Only the lines below between the ones containing "font-size:13px; font-style:normal; color:var(--muted)" and "flex:none; width:22px; height:22px;", inclusive, are to be reproduced, each exactly as it stands.

[Stored items]
+++
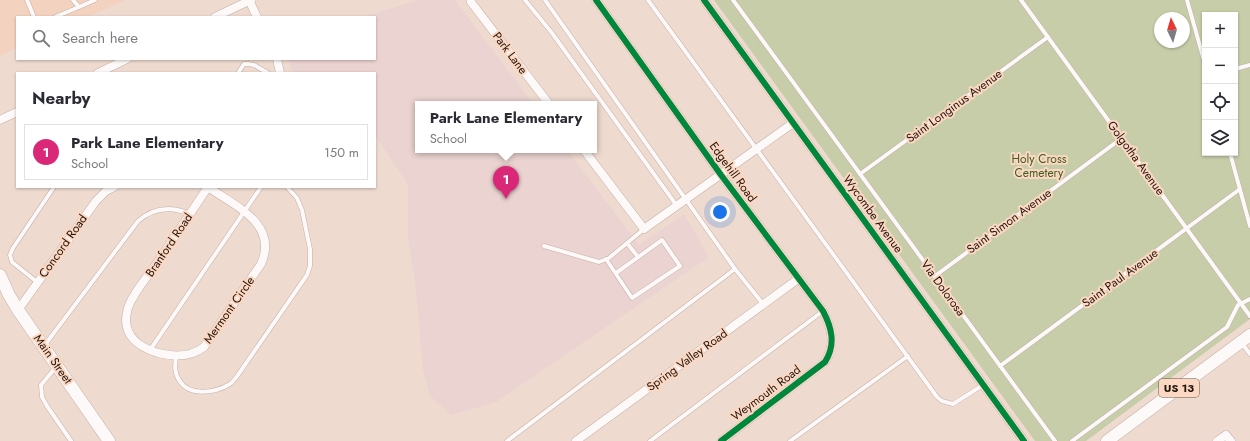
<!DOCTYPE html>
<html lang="en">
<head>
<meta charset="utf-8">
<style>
  :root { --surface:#fff; --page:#f2f2f3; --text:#2b2b33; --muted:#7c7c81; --line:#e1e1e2; --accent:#db2777 }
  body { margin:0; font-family:Jost,sans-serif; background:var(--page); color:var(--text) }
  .controls { position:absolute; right:12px; top:12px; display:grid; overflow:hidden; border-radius:0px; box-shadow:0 1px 3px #0004 }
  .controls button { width:36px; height:36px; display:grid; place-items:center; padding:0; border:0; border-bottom:1px solid var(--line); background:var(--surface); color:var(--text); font:20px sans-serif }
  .compass { position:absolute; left:1154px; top:12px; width:36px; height:36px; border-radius:50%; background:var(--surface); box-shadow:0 1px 3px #0004; rotate:355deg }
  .you { position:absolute; left:720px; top:212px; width:14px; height:14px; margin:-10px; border:3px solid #fff; border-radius:50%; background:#1a73e8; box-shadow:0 0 0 6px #1a73e833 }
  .badge { display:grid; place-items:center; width:26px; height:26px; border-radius:50%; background:var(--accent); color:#fff; font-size:13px; font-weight:700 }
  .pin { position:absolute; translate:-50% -33px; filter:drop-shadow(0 1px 2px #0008) }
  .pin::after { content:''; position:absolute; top:21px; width:14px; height:12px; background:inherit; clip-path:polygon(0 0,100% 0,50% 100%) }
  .popup { position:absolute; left:415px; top:101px; width:182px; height:52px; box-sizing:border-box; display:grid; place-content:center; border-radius:0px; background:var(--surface); filter:drop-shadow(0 1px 3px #0005); font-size:13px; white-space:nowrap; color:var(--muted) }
  .popup b { font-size:15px; color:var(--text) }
  .popup::after { content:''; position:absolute; left:50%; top:100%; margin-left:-8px; border:8px solid transparent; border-top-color:var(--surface) }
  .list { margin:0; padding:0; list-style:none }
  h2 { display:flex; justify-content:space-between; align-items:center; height:52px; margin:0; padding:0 16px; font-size:17px }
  h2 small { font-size:13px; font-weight:400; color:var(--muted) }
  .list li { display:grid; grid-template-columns:26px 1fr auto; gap:12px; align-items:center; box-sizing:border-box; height:56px; margin:0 8px 8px; padding:0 8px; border:1px solid var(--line); border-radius:0px }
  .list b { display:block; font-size:15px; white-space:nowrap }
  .list p { margin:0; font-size:13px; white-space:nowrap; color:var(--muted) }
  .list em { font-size:13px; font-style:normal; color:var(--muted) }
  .icon { flex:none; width:22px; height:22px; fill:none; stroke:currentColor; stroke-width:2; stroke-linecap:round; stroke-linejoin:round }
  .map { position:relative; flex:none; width:1250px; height:441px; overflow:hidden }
  .search { position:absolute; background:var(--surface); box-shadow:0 1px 3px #0004; left:16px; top:16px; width:360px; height:44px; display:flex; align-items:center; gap:10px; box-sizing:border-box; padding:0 14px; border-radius:0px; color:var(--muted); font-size:15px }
  .panel { position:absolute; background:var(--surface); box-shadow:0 1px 3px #0004; left:16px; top:72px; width:360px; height:116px; border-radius:0px }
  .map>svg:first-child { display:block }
</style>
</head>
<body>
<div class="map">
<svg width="1250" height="441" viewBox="0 0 1250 441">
  <rect width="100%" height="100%" fill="#efdacf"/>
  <path fill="#f3d2bf" d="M 0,0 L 126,0 L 87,17 L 17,17 L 17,48 L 0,56 Z"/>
  <path fill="#ebd3d1" d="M 418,0 L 455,0 L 533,104 L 418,104 L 418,150 L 567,150 L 639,245 L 684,214 L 709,257 L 496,402 L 451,415 L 430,396 L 423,369 L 415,281 L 408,239 L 408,184 L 375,135 L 375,73 L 293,73 L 288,59 L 375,59 L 375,17 L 363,17 Z"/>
  <path fill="#c6cda8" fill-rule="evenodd" d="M 714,0 L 1250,0 L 1250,319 L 1086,441 L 1035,441 ZM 1205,15 L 1235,15 L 1235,153 L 1205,153 ZM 1160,18 L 1184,18 L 1184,42 L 1160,42 Z"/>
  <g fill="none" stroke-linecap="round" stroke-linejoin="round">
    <g stroke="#c1b1a8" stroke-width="5">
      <g id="service">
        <path d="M 27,0 L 34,17"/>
        <path d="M 525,0 L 552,33 L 677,206"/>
        <path d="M 545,0 L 735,269 L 763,304"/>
        <path d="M 648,0 L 937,397 L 942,401 L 953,404 L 983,385"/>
        <path d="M 733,0 L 1055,441"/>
        <path d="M 1021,0 L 1250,316"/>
        <path d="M 1187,0 L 1205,64"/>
        <path d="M 79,7 L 95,0"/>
        <path d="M 55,17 L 79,7 L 73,0"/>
        <path d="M 1235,69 L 1250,65"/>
        <path d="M 238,73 L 244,64 L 248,64 L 254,65 L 268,73"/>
        <path d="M 1230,153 L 1250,226"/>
        <path d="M 860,174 L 1048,37"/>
        <path d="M 627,243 L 638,257"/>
        <path d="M 544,246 L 599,262 L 609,258 L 644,229"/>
        <path d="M 606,259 L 632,298 L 680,266 L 662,240 L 616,273"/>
        <path d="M 935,276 L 1122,138"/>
        <path d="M 37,282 L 12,262 L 10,255 L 13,248 L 54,187"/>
        <path d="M 1241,342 L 1250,354"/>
        <path d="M 44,346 L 138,221 C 153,208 171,206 190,214"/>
        <path d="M 150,350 L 261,187"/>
        <path d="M 176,356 C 175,364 174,373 179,380 C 189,397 215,393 230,384 C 234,381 237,376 240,372 L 307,275 L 310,266 L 310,249 L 302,210 L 297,198 L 287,187"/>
        <path d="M 1000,366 L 1240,189"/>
        <path d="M 56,367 L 41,385 L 42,397 L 47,406 L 71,441"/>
        <path d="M 507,441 L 735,269"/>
        <path d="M 650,441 L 823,311"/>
        <path d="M 790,441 L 908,356"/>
        <path d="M 1072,441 L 1227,327 L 1238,305 L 1250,299"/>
      </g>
    </g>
    <g stroke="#c1b1a8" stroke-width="9">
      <g id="minor">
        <path d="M 249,0 L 257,17"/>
        <path d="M 596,0 L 721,175 L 823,311 C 832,328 836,345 825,362 L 721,441"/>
        <path d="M 704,0 L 1024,441"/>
        <path d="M 471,2 L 549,104"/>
        <path d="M 215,17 L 251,0"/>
        <path d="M 277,59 L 280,73"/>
        <path d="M 98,73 L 127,59"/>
        <path d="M 0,120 L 17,112"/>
        <path d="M 584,150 L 644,229 L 793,123"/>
        <path d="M 207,187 L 208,187 C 235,206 279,224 261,264 L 204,347 C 191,357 174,357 158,353 C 138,347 122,335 127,312 C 129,298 148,276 157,263 C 174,238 191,212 208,187"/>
        <path d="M 18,310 L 96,201 L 106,191 L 114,187"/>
        <path d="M 576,441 L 798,279"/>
        <path d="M 1217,441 L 1226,435 L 1231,441"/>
      </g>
    </g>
    <g stroke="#c1b1a8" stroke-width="13">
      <g id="primary">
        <path d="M 0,275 L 9,295 L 18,310 L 109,441"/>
        <path d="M 1107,441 L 1250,335"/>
      </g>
    </g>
    <use href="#service" stroke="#fdf9f8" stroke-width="4"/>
    <use href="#minor" stroke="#fdf9f8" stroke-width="8"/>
    <use href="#primary" stroke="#fdf9f8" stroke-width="12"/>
    <g stroke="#fcd7c2" stroke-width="8">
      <g id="cycleway">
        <path d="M 596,0 L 721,175 L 823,311 C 832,328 836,345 825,362 L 721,441"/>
        <path d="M 704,0 L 1024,441"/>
      </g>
    </g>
    <use href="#cycleway" stroke="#00873e" stroke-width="6"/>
  </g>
  <g text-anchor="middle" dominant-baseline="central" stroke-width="4" stroke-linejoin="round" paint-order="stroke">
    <rect fill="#fcd7c2" stroke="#624e43" stroke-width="1" x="1159" y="379" width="40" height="18" rx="3"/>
    <g font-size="11" font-weight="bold" fill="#20140c">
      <text x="1179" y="388">US 13</text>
    </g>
    <g font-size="12" fill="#20140c" stroke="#fcd7c2">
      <text transform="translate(510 53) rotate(53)">Park Lane</text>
      <text transform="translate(954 106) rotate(-36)">Saint Longinus Avenue</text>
      <text transform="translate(1136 158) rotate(54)">Golgotha Avenue</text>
      <text transform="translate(733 172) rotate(54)">Edgehill Road</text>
      <text transform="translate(873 214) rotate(54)">Wycombe Avenue</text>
      <text transform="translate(1009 221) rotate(-36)">Saint Simon Avenue</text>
      <text transform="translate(169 245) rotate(-56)">Branford Road</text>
      <text transform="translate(63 246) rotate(-55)">Concord Road</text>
      <text transform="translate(1120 278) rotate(-36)">Saint Paul Avenue</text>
      <text transform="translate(943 288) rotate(54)">Via Dolorosa</text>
      <text transform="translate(229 310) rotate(-55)">Mermont Circle</text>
      <text transform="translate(53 359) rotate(55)">Main Street</text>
      <text transform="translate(687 360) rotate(-36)">Spring Valley Road</text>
      <text transform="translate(766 393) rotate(-37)">Weymouth Road</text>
    </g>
    <g font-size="12" fill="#415e22" stroke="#fcd7c2">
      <text x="1039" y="159">Holy Cross<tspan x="1039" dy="14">Cemetery</tspan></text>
    </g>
  </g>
</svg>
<div class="controls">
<button>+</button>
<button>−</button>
<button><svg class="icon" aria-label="locate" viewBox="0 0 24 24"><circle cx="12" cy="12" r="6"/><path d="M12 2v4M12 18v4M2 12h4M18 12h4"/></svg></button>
<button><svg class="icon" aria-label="layers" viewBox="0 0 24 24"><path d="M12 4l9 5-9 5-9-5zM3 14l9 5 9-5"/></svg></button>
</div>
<svg class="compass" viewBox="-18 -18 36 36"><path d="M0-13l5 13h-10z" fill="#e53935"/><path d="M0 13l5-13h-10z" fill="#7c7c81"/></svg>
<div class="you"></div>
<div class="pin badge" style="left:506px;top:199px">1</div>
<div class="popup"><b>Park Lane Elementary</b>School</div>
<div class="search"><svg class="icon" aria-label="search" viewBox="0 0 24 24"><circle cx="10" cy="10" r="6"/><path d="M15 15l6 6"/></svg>Search here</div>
<section class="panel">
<h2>Nearby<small></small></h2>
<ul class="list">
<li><span class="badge">1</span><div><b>Park Lane Elementary</b><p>School</p></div><em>150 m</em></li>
</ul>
</section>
</div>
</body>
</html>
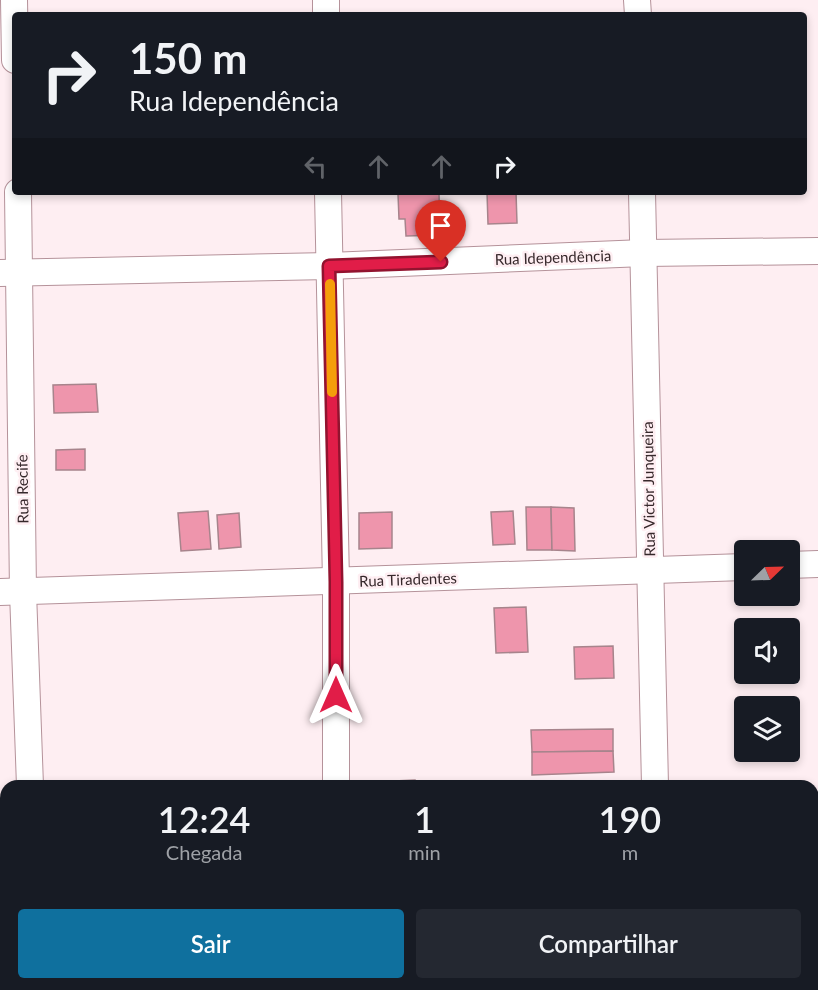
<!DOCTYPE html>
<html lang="pt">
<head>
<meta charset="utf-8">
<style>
  body { margin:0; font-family:Lato,sans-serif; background:#242831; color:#f1f3f6; height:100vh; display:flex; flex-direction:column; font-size:22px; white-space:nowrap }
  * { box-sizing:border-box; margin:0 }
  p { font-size:20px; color:#9ea1a6 }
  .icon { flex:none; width:33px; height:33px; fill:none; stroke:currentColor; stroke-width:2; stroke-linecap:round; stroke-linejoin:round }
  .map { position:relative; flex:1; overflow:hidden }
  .sheet { position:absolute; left:0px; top:780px; width:819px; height:210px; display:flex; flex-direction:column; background:#171b24; border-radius:18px 18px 0 0; box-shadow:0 3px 9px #0003 }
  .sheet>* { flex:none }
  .guide { position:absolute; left:12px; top:12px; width:795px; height:183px; border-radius:6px; box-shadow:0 3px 9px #0003; background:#171b24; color:#f1f3f6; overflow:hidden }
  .needle { width:39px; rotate:67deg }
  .buttons { position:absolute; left:734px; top:540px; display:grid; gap:12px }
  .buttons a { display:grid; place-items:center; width:66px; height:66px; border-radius:6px; background:#171b24; box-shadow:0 3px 9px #0003; font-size:30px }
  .pin { position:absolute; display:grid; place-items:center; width:51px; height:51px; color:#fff; margin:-62px -26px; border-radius:50% 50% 50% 0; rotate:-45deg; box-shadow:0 0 6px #0007 }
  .pin .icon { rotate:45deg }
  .me { position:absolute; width:66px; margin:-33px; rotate:0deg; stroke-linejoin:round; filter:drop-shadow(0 0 4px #0008) }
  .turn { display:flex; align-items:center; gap:21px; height:126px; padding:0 18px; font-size:27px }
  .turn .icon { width:78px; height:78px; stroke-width:2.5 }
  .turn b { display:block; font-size:42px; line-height:51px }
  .lanes { display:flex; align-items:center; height:57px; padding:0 18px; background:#0003; justify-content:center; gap:30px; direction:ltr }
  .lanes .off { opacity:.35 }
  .eta { display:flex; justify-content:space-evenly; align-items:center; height:102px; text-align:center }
  .eta b { font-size:36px; font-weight:600; line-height:42px }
  .button { display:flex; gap:12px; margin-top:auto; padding:12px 18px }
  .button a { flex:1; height:69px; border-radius:6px; background:#0f709e; color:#fff; font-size:24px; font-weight:600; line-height:69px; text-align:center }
  .button a+a { background:#242831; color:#f1f3f6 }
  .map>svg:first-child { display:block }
</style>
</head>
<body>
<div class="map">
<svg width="818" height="990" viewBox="0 0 818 990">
  <rect width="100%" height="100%" fill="#feeef2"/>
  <!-- building -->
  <g fill="#ee95ac" stroke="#a7848c" stroke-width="1.5">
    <path d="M487,192H516L517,223L488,224Z"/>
    <path d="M439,193L440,235L406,236L405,219H399L398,194Z"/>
    <path d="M96,384L98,412L54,413L53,385Z"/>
    <path d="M85,449V470H56V450Z"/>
    <path d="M526,507H551L552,550H527Z"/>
    <path d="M551,507L574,508L575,551L552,550Z"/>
    <path d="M208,511L211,549L181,551L178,513Z"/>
    <path d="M513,511L515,544L493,545L491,512Z"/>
    <path d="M392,512V548L359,549V513Z"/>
    <path d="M239,513L241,547L219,549L217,515Z"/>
    <path d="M526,607L528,652L496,653L494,608Z"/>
    <path d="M613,646L614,678L575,679L574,647Z"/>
    <path d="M613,729V751L532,752L531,730Z"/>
    <path d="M613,751L614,772L532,775V752Z"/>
    <path d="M415,780V786H372V782Z"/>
  </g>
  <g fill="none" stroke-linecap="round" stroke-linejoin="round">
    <defs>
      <g id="minor">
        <path d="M14,0L15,60"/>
        <path d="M326,0V15"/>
        <path d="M637,0L638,15"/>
        <path d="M18,192L23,592L30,786"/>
        <path d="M328,192L336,582V786"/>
        <path d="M642,192L655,786"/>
        <path d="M0,273L329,266L644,253L818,251"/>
        <path d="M789,565L818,564"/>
        <path d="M0,592L744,567"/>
        <path d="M813,883H818"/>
        <path d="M0,894H6"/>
        <path d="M35,984V990"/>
        <path d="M339,984V990"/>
        <path d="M657,984V990"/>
      </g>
    </defs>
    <!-- minor casing -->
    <use href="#minor" stroke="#b5929a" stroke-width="28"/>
    <!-- minor -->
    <use href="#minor" stroke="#fff" stroke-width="26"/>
  </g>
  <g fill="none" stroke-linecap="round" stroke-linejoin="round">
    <defs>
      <path id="route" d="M336,695V582L329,266L441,262"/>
    </defs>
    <!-- route casing -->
    <use href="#route" stroke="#92132f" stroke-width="15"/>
    <!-- route -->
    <use href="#route" stroke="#e11d48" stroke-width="10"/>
    <!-- slow -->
    <path stroke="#f59e0b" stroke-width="10" d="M330,284L332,392"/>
  </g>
  <g text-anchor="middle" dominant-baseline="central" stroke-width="5" stroke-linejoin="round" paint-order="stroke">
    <!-- street labels -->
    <g font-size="15" fill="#36282b" stroke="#feeef2">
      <text transform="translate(553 257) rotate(-2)">Rua Idependência</text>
      <text transform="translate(22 489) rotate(-91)">Rua Recife</text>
      <text transform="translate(648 489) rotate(-91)">Rua Victor Junqueira</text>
      <text transform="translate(408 579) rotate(-2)">Rua Tiradentes</text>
    </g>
  </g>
</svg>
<div class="buttons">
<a><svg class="needle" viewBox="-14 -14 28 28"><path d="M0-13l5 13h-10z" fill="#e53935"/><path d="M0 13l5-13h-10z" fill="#9ea1a6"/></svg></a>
<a><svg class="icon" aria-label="sound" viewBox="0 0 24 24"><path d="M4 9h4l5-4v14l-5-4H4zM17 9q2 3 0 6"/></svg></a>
<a><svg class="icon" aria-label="layers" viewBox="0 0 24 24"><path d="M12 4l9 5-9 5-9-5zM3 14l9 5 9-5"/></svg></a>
</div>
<div class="pin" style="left:441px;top:262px;background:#d93025"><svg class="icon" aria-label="arrive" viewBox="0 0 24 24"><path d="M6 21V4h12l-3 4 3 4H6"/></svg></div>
<svg class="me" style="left:336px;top:695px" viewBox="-20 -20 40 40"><path d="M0-17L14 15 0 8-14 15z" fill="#e11d48" stroke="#fff" stroke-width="4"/></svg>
<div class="guide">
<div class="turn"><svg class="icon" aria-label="right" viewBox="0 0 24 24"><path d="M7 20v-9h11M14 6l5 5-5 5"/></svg><div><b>150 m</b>Rua Idependência</div></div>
<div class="lanes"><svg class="icon off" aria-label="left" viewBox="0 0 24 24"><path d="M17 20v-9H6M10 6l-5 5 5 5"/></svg><svg class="icon off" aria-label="ahead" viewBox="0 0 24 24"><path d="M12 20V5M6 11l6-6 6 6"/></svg><svg class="icon off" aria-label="ahead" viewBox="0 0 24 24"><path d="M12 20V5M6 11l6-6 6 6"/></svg><svg class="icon" aria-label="right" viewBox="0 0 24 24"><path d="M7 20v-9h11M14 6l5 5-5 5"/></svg></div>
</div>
<section class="sheet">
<div class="eta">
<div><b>12:24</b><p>Chegada</p></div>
<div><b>1</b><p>min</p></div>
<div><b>190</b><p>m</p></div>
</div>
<div class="button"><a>Sair</a><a>Compartilhar</a></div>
</section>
</div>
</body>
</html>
+++
- _Solution for this exercise_:
  .list em { font-size:13px; font-style:normal; color:var(--muted) }
  .icon { flex:none; width:22px; height:22px; fill:none; stroke:currentColor; stroke-width:2; stroke-linecap:round; stroke-linejoin:round }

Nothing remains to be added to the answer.